27 Blechbläser und drei Schlagwerker umfasst die Gruppe, der sich Profi-Musiker, Musikstudenten und Amateure aus dem Kreisgebiet Düren, aus Aachen, Düsseldorf, Köln, Bonn und Belgien angeschlossen haben. Das englische Wort „Brass“ bedeutet Blech, oder – im Plural verwendet – Blechinstrumente. Die Geschichte der Brass Bands nahm in der Mitte des 19. Jahrhunderts ihren Lauf.

Fast jede Kohle- oder Erzgrube hatte ein eigenes Ensemble. Man hatte Spaß am gemeinsamen Musizieren und glaubte damals außerdem, dass das Training der Atemorgane irgendwie gut sei, um Schädigungen der durch Kohlenstaub stark beanspruchten Lunge vorzubeugen. Daher existieren in England bis heute mehrere Tausend Brassbands, während es hierzulande nur sehr wenige gibt.

Das Ensemble „Brass für Spass“ eröffnete den Konzertabend. Unter der Leitung von Martin Schädlich spielten die Nachwuchsmusiker die vierteilige „Haslemere Suite“ des englischen Komponisten Peter Graham. Das 1998 entstandene Stück beschreibt – ganz im Sinne des Ursprungs der Brassmusik – zunächst den Alltag und die Arbeit in den Fabriken, dann die Kirche der Stadt und schließlich einen Tag auf dem Jahrmarkt. Die teilweise sehr jungen Musiker der Band nahmen das Publikum mit ihrem swingenden und gut gelaunten Zusammenspiel für sich ein. Dann übernahm die „Brass Band Düren“.

Bis Ende letzten Jahres dirigierte hier ebenfalls Martin Schädlich. Doch weil er kürzlich Vater geworden ist, hat er sich Erziehungsurlaub vom Dirigat genommen und beschränkt sich momentan darauf, das Ensemble als Kornett-Spieler zu unterstützen. So leitete Benedikt Blome den Konzertabend, der für die Brass Band mit dem Marsch „Le Tricot Rouge“ von Wilfred Heaton begann. Es folgten zwei Werke des Briten Philip Sparke, in denen die Zuhörer mit dominierenden Trompetenklängen nach Manhattan entführt wurden. Danach erklangen die „Saint-Saëns-Variations“ von Philip Sparke, die dieser in Verehrung für die Orgelsinfonien des französischen Musikers Charles Camille Saint-Saëns in ein Arrangement für Brass Bands verwandelt hatte.

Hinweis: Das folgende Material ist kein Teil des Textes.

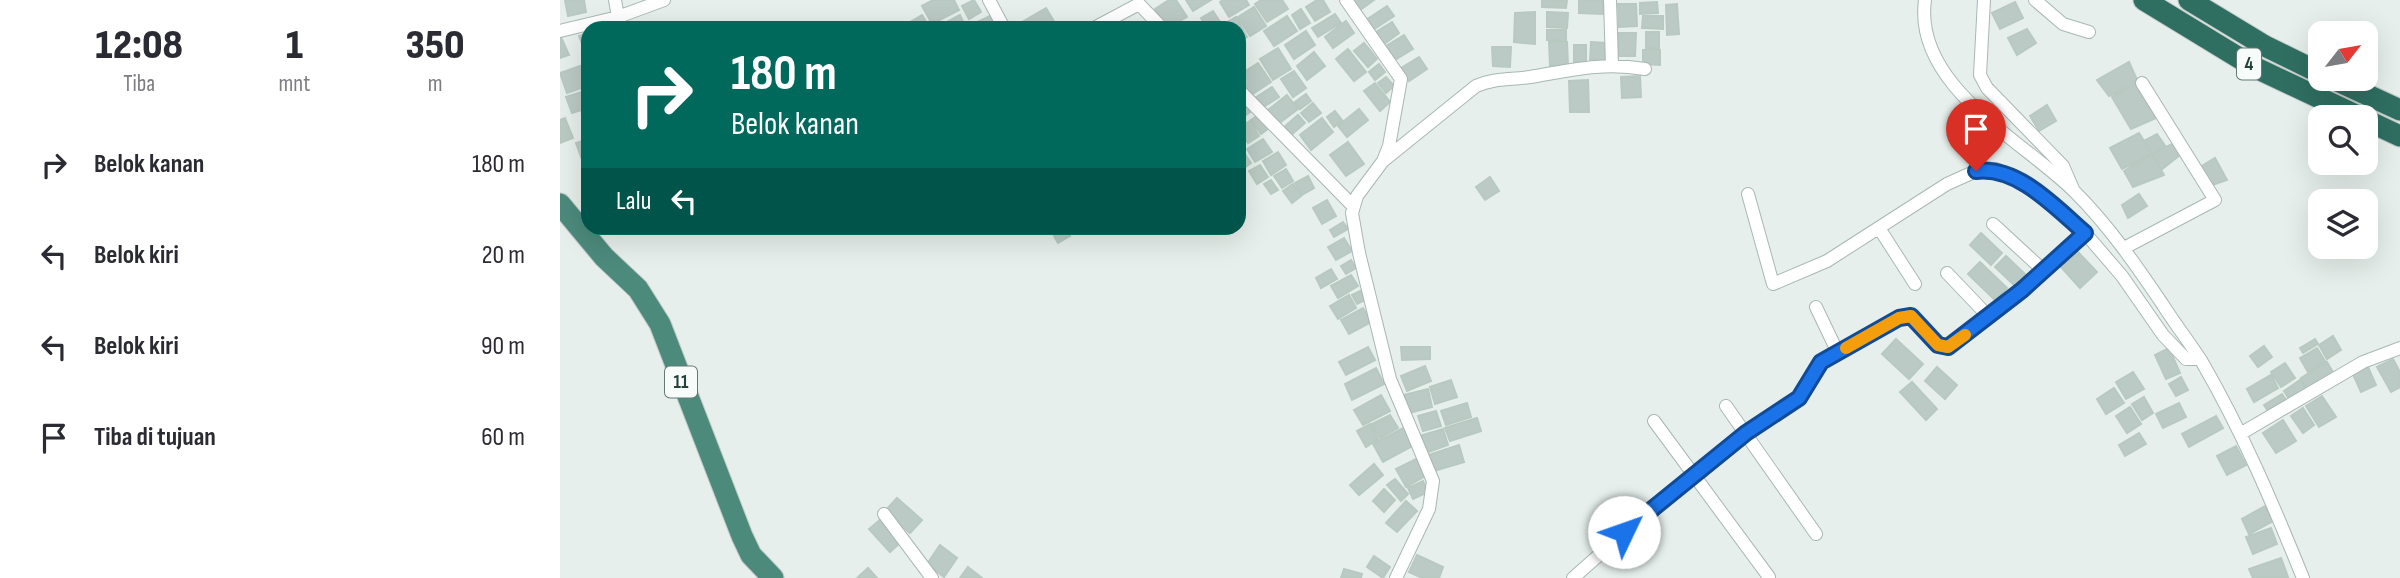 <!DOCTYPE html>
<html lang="id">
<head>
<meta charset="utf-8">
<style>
	:root { --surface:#fff; --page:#f7f7f7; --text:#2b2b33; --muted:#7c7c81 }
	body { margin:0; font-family:"Sofia Sans Condensed",sans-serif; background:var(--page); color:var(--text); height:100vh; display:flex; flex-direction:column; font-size:26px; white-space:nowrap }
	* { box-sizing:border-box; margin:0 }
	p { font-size:23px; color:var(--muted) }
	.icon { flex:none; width:38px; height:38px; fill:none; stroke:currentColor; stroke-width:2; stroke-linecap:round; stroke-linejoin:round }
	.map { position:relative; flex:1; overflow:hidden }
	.sheet { display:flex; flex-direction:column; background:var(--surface); width:560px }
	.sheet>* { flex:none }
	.banner { position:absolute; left:21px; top:21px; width:665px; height:214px; border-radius:21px; box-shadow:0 7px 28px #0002; background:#00695c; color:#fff; overflow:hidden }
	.needle { width:46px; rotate:59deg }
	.tools { position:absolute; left:1748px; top:21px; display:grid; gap:14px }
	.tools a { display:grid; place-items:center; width:70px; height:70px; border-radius:14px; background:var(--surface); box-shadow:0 7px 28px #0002; font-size:35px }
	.pin { position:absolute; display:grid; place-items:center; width:60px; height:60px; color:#fff; margin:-72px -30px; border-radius:50% 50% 50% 0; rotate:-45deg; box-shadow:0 0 7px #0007 }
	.pin .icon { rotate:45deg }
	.me { position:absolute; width:77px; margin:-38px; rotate:48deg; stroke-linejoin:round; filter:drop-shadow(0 0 5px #0008) }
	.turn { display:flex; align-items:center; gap:24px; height:147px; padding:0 35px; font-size:32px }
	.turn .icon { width:91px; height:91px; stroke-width:2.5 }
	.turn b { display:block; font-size:49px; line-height:60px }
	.then { display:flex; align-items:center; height:66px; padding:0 35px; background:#0003; gap:14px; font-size:26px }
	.eta { display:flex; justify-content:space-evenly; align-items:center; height:119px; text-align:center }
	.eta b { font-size:42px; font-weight:800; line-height:49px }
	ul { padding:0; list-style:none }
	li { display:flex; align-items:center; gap:21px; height:91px; padding:0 35px }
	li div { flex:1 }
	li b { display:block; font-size:26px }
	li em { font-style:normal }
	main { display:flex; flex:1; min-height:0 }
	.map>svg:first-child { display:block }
	.building { fill:#bbcac4; stroke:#b8c9c2; stroke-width:2 }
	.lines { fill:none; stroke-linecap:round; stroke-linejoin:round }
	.minor-casing { stroke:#a8b8b2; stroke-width:14 }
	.trunk-casing { stroke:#c2cac8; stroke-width:23 }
	.motorway-casing { stroke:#c2cac8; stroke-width:23 }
	.minor { stroke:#fff; stroke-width:12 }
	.trunk { stroke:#4c8a7c; stroke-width:21 }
	.motorway { stroke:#2f6f62; stroke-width:21 }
	.route-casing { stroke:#114b97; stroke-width:18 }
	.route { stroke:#1a73e8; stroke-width:12 }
	.slow { stroke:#f59e0b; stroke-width:12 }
	.labels { text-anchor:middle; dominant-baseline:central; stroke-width:5; stroke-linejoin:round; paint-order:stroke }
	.shield { fill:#f7fbf9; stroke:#637a73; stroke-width:2 }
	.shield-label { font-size:19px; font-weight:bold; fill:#24423a }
</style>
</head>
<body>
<main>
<section class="sheet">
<div class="eta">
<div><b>12:08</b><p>Tiba</p></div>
<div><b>1</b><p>mnt</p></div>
<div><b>350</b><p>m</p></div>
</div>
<ul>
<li><svg class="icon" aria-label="right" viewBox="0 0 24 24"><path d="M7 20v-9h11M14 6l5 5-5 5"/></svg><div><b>Belok kanan</b></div><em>180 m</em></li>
<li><svg class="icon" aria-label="left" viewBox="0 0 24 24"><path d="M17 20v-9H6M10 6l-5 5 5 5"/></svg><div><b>Belok kiri</b></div><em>20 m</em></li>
<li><svg class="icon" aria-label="left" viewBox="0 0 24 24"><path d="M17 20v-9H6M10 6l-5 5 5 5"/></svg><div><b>Belok kiri</b></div><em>90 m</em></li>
<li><svg class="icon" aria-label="arrive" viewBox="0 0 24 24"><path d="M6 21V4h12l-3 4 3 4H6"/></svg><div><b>Tiba di tujuan</b></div><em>60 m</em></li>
</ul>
</section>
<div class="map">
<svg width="1840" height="578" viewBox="0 0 1840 578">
	<rect width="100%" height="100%" fill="#e6efeb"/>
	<path class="building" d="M5 0H24L26 12 8 16Z
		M373 0H394L399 10 372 24 362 6Z
		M414 0 421 12 409 19 402 6Z
		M609 0H616L627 17 607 28 595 9Z
		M626 0H651L633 11Z
		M663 0H686L689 5 669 17 660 2Z
		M701 0H722L728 9 707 22 695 4Z
		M757 0H763L770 12 755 21 746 7Z
		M793 0H814L800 10Z
		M982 0H1007L1006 8 982 7Z
		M1019 0H1043V14L1019 13Z
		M1097 2 1098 13 1080 14V3Z
		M1455 2 1463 18 1440 29 1432 13Z
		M1058 4H1076L1077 26 1059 27Z
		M1117 4 1119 34 1107 35 1106 5Z
		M827 6 834 16 813 30 806 20Z
		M694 7 706 26 690 36 678 17Z
		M486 8 498 28H466L462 22Z
		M741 9 750 23 740 29 732 15Z
		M653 11 664 28H647L641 18Z
		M975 12V44L954 42 955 13Z
		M987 12 1008 13 1007 28 987 27Z
		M775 14 781 23 758 37 752 28Z
		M362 15 370 28H349L347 24Z
		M400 15 406 28H376Z
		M432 15 438 28H412L411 25Z
		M727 16 737 31 714 46 704 31Z
		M1083 16H1103V29L1082 28Z
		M676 17 687 37 679 42V28H670L666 23Z
		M786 21 794 33 773 48 765 37Z
		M832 22 839 33 824 44 816 32Z
		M1467 29 1476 43 1457 55 1448 38Z
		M987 30H1006V40H987Z
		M746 31 755 45 734 59 725 45Z
		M1086 32H1099V48H1086Z
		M28 33V58L19 36Z
		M1059 33H1076L1075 56H1058Z
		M0 35 9 55 0 58Z
		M844 35 853 49 835 60 826 46Z
		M989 42H1007L1008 65 990 66Z
		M1031 42 1046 43 1045 63 1030 62Z
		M804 43 817 59 808 67 794 51Z
		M1014 45H1026V62H1014Z
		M932 47H951L950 67 933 66Z
		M718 48 731 69 713 80 700 59Z
		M788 49 806 72 794 81 776 59Z
		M1083 50H1100V65L1083 64Z
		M754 52 765 66 747 80 737 66Z
		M859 57 867 69 849 81 841 68Z
		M1569 62 1578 82 1549 96 1537 80Z
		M698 63 711 82 691 95 679 75Z
		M819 64 825 72 815 80 809 72Z
		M20 66 27 86 7 93 0 73Z
		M734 71 746 88 733 97 721 79Z
		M1080 76 1081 97 1062 98 1061 77Z
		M826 77 834 86 826 93 818 83Z
		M1028 80 1029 112H1010L1009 81Z
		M815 83 830 102 820 111 804 91Z
		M1575 83 1596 118 1571 129 1552 97Z
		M712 87 719 97 702 108 695 98Z
		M28 90V108L12 113 6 97Z
		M746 94 751 101 740 109 735 102Z
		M727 95 738 109 718 124 708 110Z
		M682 101 690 112 682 118 679 113Z
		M753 103 761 113 749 122 741 113Z
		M1487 105 1496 121 1479 131 1470 116Z
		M799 109 808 120 787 137 778 126Z
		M775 111 782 120 774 127 767 117Z
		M700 114 709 128 701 134 691 120Z
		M738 115 745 123 731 135 724 127Z
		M5 118 13 138 0 143V120Z
		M762 118 773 132 751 150 740 135Z
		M690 121 699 136 688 143 679 128Z
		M1579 133 1592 154 1562 169 1550 148Z
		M1597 134 1606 147 1592 154 1584 141Z
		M28 139V164L24 165 16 143Z
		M703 139 712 152 695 162 687 149Z
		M788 142 804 164 786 176 770 155Z
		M1614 143 1620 155 1601 170 1592 154Z
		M683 151 691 163 680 171 679 153Z
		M718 152 726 165 711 175 703 161Z
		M1592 154 1604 175 1573 187 1564 171Z
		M1655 158 1667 180 1652 185 1640 167Z
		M700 165 708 177 697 184 689 171Z
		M726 169 733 181 722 188 714 176Z
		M748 176 754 188 742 195 735 183Z
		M930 177 939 191 925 200 916 187Z
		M711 180 718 190 711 194 704 184Z
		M733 184 741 196 732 203 723 191Z
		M1579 194 1587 206 1568 218 1562 205Z
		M767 200 776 216 762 224 753 208Z
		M783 222 788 229 774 237 770 230Z
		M505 229 510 236 498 243 494 236Z
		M1421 233 1442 253 1431 265 1410 245Z
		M784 238 792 251 776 260 768 247Z
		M1518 252 1537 272 1520 288 1501 267Z
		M1446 256 1466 275 1455 286 1435 267Z
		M791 260 796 268 786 274 781 266Z
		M1420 262 1447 288 1435 300 1408 274Z
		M771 269 777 279 761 288 756 278Z
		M791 275 798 286 778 298 771 286Z
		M802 290 807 299 797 304 792 295Z
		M789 295 796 308 778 319 770 306Z
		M803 308 811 322 789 334 781 320Z
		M1773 336 1781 350 1767 359 1759 345Z
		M1336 339 1363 364 1349 379 1322 354Z
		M1755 339 1758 344 1743 353 1740 348Z
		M1704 346 1712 357 1698 367 1690 356Z
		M808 347 815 360 786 375 779 362Z
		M841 347H870V359L842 360Z
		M1609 348 1620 373 1606 379 1595 355Z
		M1757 348 1765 361 1748 372 1740 358Z
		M1833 359 1840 372V387L1831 392 1817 367Z
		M1767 362 1774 374 1748 390 1741 378Z
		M1725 363 1735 378 1721 387 1711 372Z
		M1807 365 1816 385 1801 392 1792 372Z
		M865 366 871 381 847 391 841 376Z
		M1377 367 1397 385 1385 399 1365 381Z
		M816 368 824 384 792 400 785 384Z
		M1573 372 1584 389 1566 399 1556 382Z
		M1711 375 1718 388 1694 402 1687 389Z
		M1621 377 1628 390 1616 396 1609 384Z
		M891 380 897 397 875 404 870 387Z
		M1740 380 1747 391 1731 402 1724 391Z
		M1352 382 1377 409 1366 420 1340 392Z
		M1554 388 1564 403 1546 414 1537 399Z
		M868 389 872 407 849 413 844 395Z
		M1722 394 1728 403 1710 414 1704 405Z
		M821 395 830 411 803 425 794 410Z
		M1762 396 1776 417 1759 427 1746 406Z
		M1584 397 1593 413 1582 420 1572 404Z
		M907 403 911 417 886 425 881 411Z
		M1619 403 1626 417 1603 428 1596 414Z
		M1570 407 1581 424 1567 433 1556 416Z
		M1743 408 1754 425 1743 433 1731 416Z
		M876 411 881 426 863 431 858 416Z
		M830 415 838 428 820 438 812 424Z
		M1656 416 1663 428 1629 447 1622 434Z
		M917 418 921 431 890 441 885 428Z
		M1723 420 1736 441 1716 453 1703 433Z
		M810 424 818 439 806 447 797 431Z
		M845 427 854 445 823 462 813 444Z
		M883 429 888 445 866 453 860 436Z
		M1579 433 1586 444 1565 456 1559 445Z
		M899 445 904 462 874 471 869 455Z
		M1676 446 1686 465 1667 475 1657 456Z
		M858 458 867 475 846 487 836 469Z
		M814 464 823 475 799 495 790 485Z
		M835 479 848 494 841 501 827 485Z
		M863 481 868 492 853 499 848 488Z
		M824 489 835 500 824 512 813 501Z
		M337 498 362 520 350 533 325 511Z
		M846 501 857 511 837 532 826 523Z
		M1705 506 1713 521 1689 534 1682 519Z
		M320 520 340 543 330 552 309 529Z
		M1711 528 1717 544 1693 554 1686 537Z
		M380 545 397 558 384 577 367 564Z
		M857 555 883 567 879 578H862L849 572Z
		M814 556 830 567 823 578 807 567Z
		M1721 558 1728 577 1693 578 1689 569Z
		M408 567 422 578H400Z
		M308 568 317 578H297Z
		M784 569 802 574 801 578H781Z"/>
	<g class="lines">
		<g class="minor-casing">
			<path id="minor" d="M55 0 58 17
				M429 0 444 28
				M786 0 841 79 829 146 823 161 797 196 792 213 799 253 830 379 873 481 869 509 836 578
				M1050 0 1052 65
				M1365 0C1353 86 1464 141 1515 192 1549 226 1576 265 1603 305 1615 324 1630 343 1642 362 1682 431 1713 504 1743 578
				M1424 0 1420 75 1427 88 1503 166 1513 189
				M1475 0 1503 24 1529 32
				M534 28 579 4 602 28
				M0 31 58 17 104 0
				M679 90 793 206
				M823 161 916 86C934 78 950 80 970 77 1012 70 1042 62 1085 69
				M1188 194 1213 284 1267 261 1387 184 1416 171 1436 169 1480 194 1525 233 1562 276 1603 335 1626 359H1640
				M1433 224 1484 271
				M1319 228 1355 284
				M1564 248 1655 200 1582 83
				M1387 273 1428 316
				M1256 307 1278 353
				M1166 406 1256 534
				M1094 421 1209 577
				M1680 434 1803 362 1840 348
				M324 514 372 578
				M1013 578 1099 502 1135 477 1187 433 1239 398 1261 362 1339 318 1351 316 1378 345 1389 347 1462 290 1525 233"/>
		</g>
		<g class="trunk-casing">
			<path id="trunk" d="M0 204 44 257 78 289 100 324 182 536 191 555 213 578"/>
		</g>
		<g class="motorway-casing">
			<path id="motorway" d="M1584 0 1694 67 1800 117
				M1629 0 1705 46 1760 73
				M1773 79 1840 110
				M1806 120 1840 136"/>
		</g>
		<use href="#minor" class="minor"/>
		<use href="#trunk" class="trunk"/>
		<use href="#motorway" class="motorway"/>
	</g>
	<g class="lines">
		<g class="route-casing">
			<path id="route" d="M1064 532 1186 433 1239 398 1261 362 1339 318 1351 316 1378 345 1388 347 1462 290 1525 233C1495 207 1458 166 1416 171"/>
		</g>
		<use href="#route" class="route"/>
		<path class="slow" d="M1286 348 1339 318 1351 316 1378 345 1388 347 1405 335"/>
	</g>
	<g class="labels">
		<g class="shield">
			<rect x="1677" y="48.5" width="24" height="31" rx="5"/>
			<rect x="105" y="366.5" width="32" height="31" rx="5"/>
		</g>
		<g class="shield-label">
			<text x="1689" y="64">4</text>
			<text x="121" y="382">11</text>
		</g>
	</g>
</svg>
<div class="tools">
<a><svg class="needle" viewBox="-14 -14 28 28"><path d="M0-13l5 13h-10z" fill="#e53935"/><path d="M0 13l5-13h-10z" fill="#7c7c81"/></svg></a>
<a><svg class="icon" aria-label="search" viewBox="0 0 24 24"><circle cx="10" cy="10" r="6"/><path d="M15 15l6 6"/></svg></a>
<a><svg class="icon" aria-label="layers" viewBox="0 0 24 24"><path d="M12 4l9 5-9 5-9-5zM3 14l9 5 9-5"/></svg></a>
</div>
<div class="pin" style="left:1416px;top:171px;background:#d93025"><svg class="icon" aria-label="arrive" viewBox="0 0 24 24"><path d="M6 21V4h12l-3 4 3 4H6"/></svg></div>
<svg class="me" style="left:1064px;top:532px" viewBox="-20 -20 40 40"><circle r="19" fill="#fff"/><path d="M0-13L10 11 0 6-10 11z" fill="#1a73e8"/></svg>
<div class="banner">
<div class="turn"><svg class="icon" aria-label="right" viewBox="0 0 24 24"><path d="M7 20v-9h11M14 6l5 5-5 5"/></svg><div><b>180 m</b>Belok kanan</div></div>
<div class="then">Lalu<svg class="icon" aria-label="left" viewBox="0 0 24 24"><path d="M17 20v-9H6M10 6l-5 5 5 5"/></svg></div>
</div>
</div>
</main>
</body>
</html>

Die vielfältigen musikalischen Herausforderungen des Abends meisterte die „Brass Band Düren“ mit Bravour. Sie arbeitete die Feinheiten der Musik begeisternd heraus, wandelte sicher zwischen weichen und eher martialischen Passagen, Getragenem und „Beswingtem“ und füllte den Raum mit ihrem glasklaren Spiel aus. Im zweiten Teil des Abends erklangen Werke von Dan Price und Malcolm Arnold. Der Abend endete schließlich mit Brass-Versionen von Beatles-Songs.